13.1 For United States Residents
If you are a resident of the United States and have concerns about our privacy practices, you may contact the following regulatory bodies depending on your state of residence:
- Federal Trade Commission (FTC): The FTC enforces consumer protection and privacy laws at the federal level. You may file a complaint at www.ftc.gov/complaint
- California Residents — California Privacy Protection Agency (CPPA): California residents may contact the CPPA at cppa.ca.gov or submit a complaint to the California Attorney General's Office at oag.ca.gov
- State Attorneys General: Many states have consumer protection offices and Attorneys General that handle privacy complaints. Please consult your state's official government website for more information
Before filing a complaint with a regulatory authority, we encourage you to contact us directly at [email protected] so that we have an opportunity to address your concerns promptly and effectively.

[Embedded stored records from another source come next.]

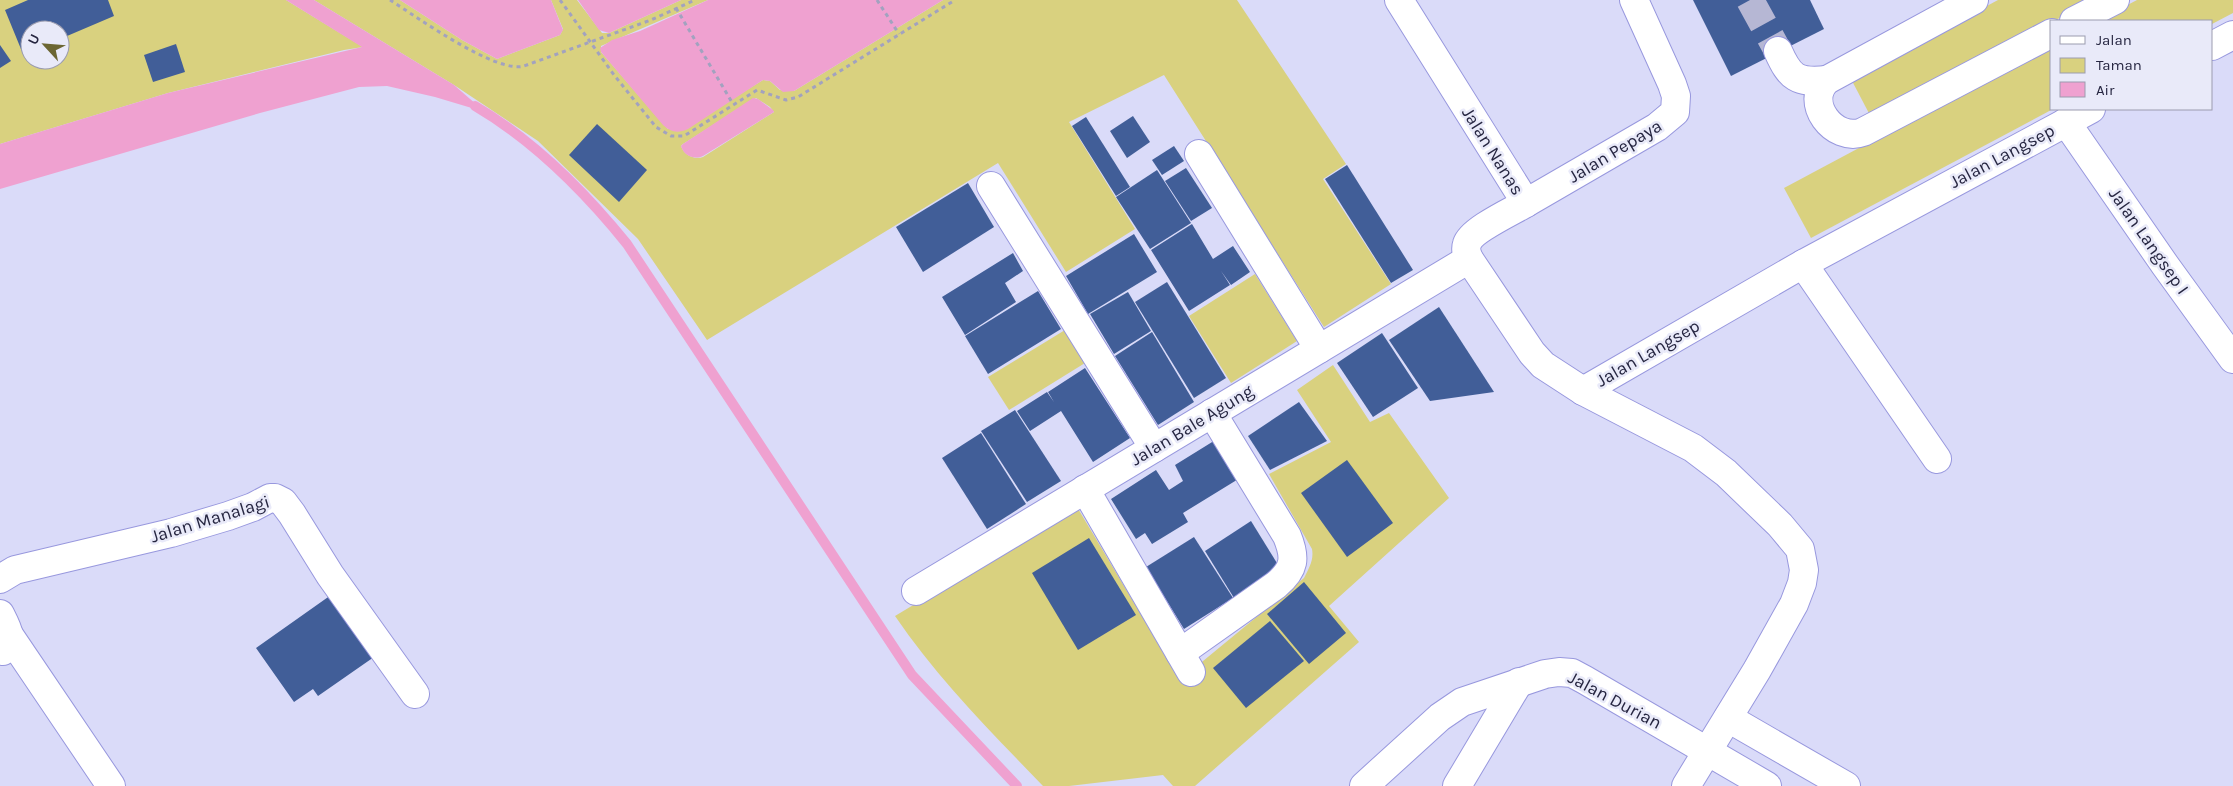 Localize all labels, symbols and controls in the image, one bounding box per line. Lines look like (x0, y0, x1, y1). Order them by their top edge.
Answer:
north arrow (20, 20, 70, 70)
legend (2050, 20, 2213, 110)
text: U (24, 31, 44, 48)
text: Jalan (2096, 31, 2132, 49)
text: Taman (2096, 56, 2142, 74)
text: Air (2096, 81, 2115, 99)
street label: Jalan Nanas (1457, 103, 1529, 199)
street label: Jalan Pepaya (1564, 114, 1666, 188)
street label: Jalan Langsep (1946, 119, 2058, 193)
street label: Jalan Langsep I (2104, 183, 2194, 299)
street label: Jalan Langsep (1592, 315, 1704, 391)
street label: Jalan Bale Agung (1127, 380, 1257, 470)
street label: Jalan Manalagi (148, 490, 272, 548)
street label: Jalan Durian (1565, 666, 1665, 734)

14. Changes to This Privacy Policy
We reserve the right to update or modify this Privacy Policy at any time to reflect changes in our practices, services, applicable laws, or for other operational, legal, or regulatory reasons. When we make material changes to this policy, we will:
- Update the "Last Updated" date at the top of this page
- Post a prominent notice on our website informing you of the changes
- Send an email notification to registered users where required by applicable law or where we deem it appropriate given the significance of the changes
We encourage you to review this Privacy Policy periodically to stay informed about how we collect, use, and protect your personal information. Your continued use of our website and services after the effective date of any changes constitutes your acceptance of the updated Privacy Policy.
15. Contact Us
If you have any questions, concerns, requests, or complaints regarding this Privacy Policy or our data handling practices, please do not hesitate to contact us. We are committed to addressing your inquiries promptly and transparently.

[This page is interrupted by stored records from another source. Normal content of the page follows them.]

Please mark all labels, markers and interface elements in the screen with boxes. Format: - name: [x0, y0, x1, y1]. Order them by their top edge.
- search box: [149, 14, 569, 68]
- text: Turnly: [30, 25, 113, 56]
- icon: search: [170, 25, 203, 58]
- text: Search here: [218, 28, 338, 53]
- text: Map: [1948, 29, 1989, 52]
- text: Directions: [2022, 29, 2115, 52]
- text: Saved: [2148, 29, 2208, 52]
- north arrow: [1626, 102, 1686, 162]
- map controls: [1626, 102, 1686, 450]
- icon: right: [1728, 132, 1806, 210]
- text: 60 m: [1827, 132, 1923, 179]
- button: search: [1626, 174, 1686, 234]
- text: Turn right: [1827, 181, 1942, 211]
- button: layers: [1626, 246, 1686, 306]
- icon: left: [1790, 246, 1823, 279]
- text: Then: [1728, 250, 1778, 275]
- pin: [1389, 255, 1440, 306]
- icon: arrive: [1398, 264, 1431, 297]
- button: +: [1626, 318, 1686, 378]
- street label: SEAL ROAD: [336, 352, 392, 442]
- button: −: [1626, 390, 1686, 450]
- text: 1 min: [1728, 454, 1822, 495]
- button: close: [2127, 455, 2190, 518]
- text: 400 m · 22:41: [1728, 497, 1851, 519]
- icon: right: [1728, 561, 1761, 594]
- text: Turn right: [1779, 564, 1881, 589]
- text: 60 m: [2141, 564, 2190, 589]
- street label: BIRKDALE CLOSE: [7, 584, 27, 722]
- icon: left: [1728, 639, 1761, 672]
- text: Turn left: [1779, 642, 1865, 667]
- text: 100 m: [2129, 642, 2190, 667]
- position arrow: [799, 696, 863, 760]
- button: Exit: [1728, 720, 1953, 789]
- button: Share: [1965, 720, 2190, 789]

Privacy Inquiries Contact Information
- Company: Giordanos
- Email: [email protected]
- Website: cafegiordanos.click
When contacting us about a privacy matter, please include your full name, email address, and a clear description of your request or concern so that we can respond to you as efficiently as possible. We aim to respond to all privacy-related inquiries within 30 days of receipt, unless a shorter timeframe is required by applicable law.
We value your trust and are dedicated to maintaining the privacy, security, and integrity of your personal information. Thank you for choosing Giordanos.